Aku melepaskan pelukanku dan masih tersenyum lebar. Begitupun Lusi.
"Tunggu disini, aku ambilkan minuman." Lusi menahan lenganku.

"Jangan, kembali bekerja sana. Aku ingin duduk disini sebentar." Lusi melepaskan cekalannya dan kembali duduk dengan posisi awal.
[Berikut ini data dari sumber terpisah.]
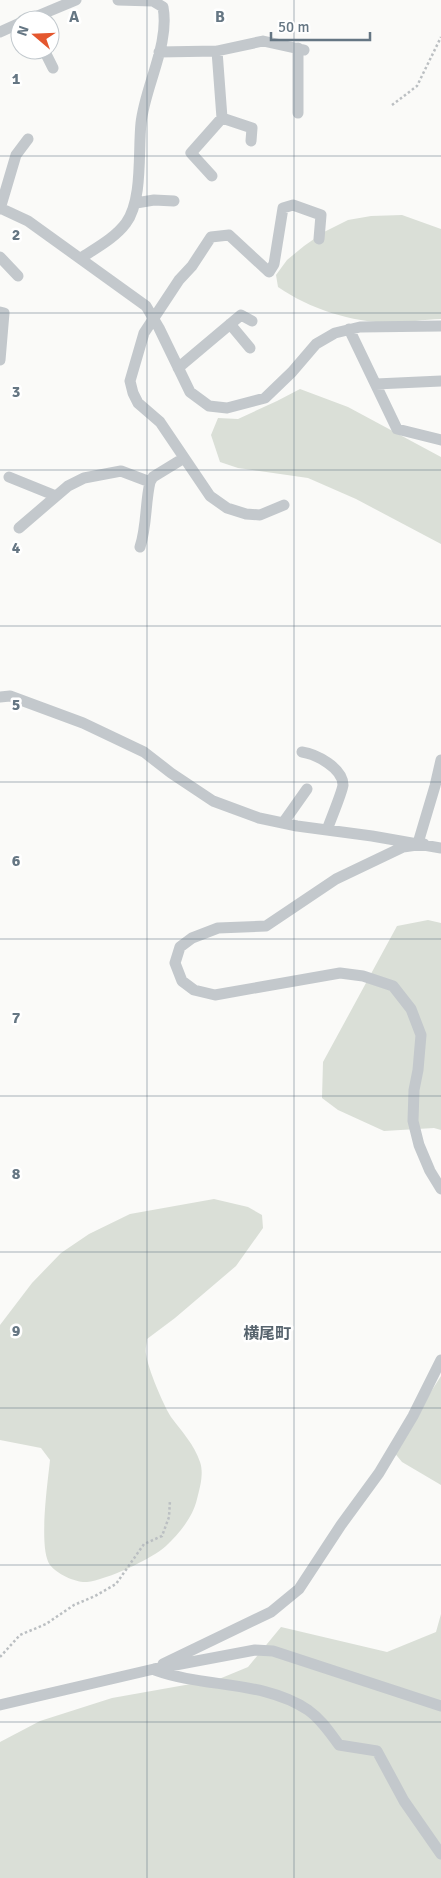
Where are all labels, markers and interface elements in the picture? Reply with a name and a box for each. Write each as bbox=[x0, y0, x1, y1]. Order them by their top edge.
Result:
text: A bbox=[69, 7, 80, 27]
text: B bbox=[215, 7, 225, 27]
north arrow bbox=[10, 10, 60, 60]
scale bar bbox=[271, 10, 370, 42]
text: 50 m bbox=[278, 18, 309, 36]
text: N bbox=[14, 24, 33, 38]
text: 1 bbox=[12, 69, 21, 89]
text: 2 bbox=[12, 225, 20, 245]
text: 3 bbox=[12, 382, 20, 402]
text: 4 bbox=[12, 538, 21, 558]
text: 5 bbox=[12, 695, 20, 715]
text: 6 bbox=[12, 851, 21, 871]
text: 7 bbox=[12, 1008, 21, 1028]
text: 8 bbox=[12, 1164, 21, 1184]
text: 9 bbox=[12, 1321, 21, 1341]
district label: 横尾町 bbox=[243, 1324, 291, 1344]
Dirinya duduk lesu menatap jalanan, tangan yang berada diatas meja memutar ponsel tanpa niat.

Aku memilih duduk kembali untuk menemaninya. Toh Rendi ada didalam sedang menjelaskan perihal pestanya, jadi setidaknya aku bisa bersantai sebentar.
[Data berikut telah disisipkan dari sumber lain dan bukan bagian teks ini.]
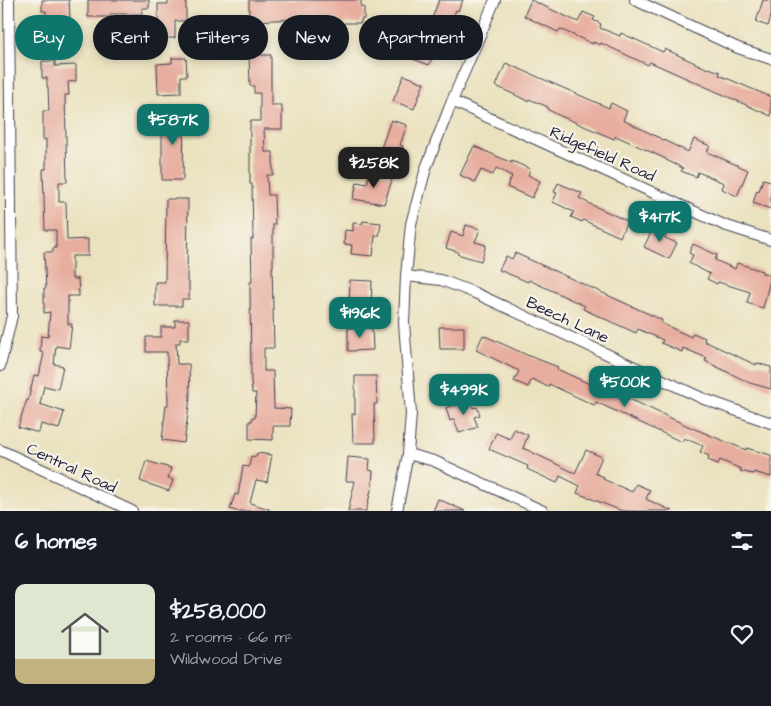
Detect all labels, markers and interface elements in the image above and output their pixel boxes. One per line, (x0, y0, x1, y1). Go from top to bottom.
chip: Buy (15, 15, 83, 60)
chip: Rent (93, 15, 168, 60)
chip: Filters (178, 15, 268, 60)
chip: New (278, 15, 349, 60)
chip: Apartment (359, 15, 483, 60)
pin: $587K (138, 104, 208, 146)
text: $587K (148, 109, 198, 131)
street label: Ridgefield Road (546, 121, 659, 188)
pin: $258K (339, 146, 409, 189)
text: $258K (349, 152, 399, 174)
pin: $417K (625, 200, 695, 243)
text: $417K (639, 206, 681, 228)
street label: Beech Lane (523, 291, 613, 349)
pin: $196K (325, 296, 395, 339)
text: $196K (340, 302, 380, 324)
pin: $500K (590, 366, 660, 408)
text: $500K (600, 371, 650, 393)
pin: $499K (429, 374, 499, 416)
text: $499K (440, 379, 488, 401)
street label: Central Road (23, 437, 120, 498)
text: 6 homes (15, 527, 97, 556)
icon: filters (728, 527, 756, 555)
text: $258,000 (170, 597, 266, 626)
icon: home (55, 604, 115, 664)
icon: heart (728, 620, 756, 648)
text: 2 rooms · 66 m² (170, 626, 293, 648)
text: Wildwood Drive (170, 648, 282, 670)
"Aku juga ingin disini sebentar." aku memperhatikan Lusi dari atas ke bawah, aku baru sadar Lusi memotong rambutnya. Kini potongannya lebih pendek dibagian depan dekat telinga, sedangkan bagian belakang hanya dipotong sedikit.

Baju yang Lusi pakai sama seperti yang dipakainya saat terakhir menemuiku. Atasan berwarna merah muda panjang yang menyentuh paha dan mengerut dibagian bawahnya, seolah memeluk paha putihnya. Untuk bawahan dirinya hanya memakai jeans hitam diatas lutut. Cocok sekali dengannya.

Aku mengerutkan alisku saat melihat koper besar disamping kami, yang kurasa adalah milik Lusi.

"Eh, untuk apa kau membawa koper?" tunjukku pada koper berwarna kuning sambil membawanya kesampingku.

Aku berjongkok untuk meneliti, mataku bulak balik melihat koper dan Lusi.
"Ini punyamu, kan? Untuk apa bawa koper segala?" Lusi tak menjawab, hanya menatapku sedih sambil menggigit bibir bawahnya.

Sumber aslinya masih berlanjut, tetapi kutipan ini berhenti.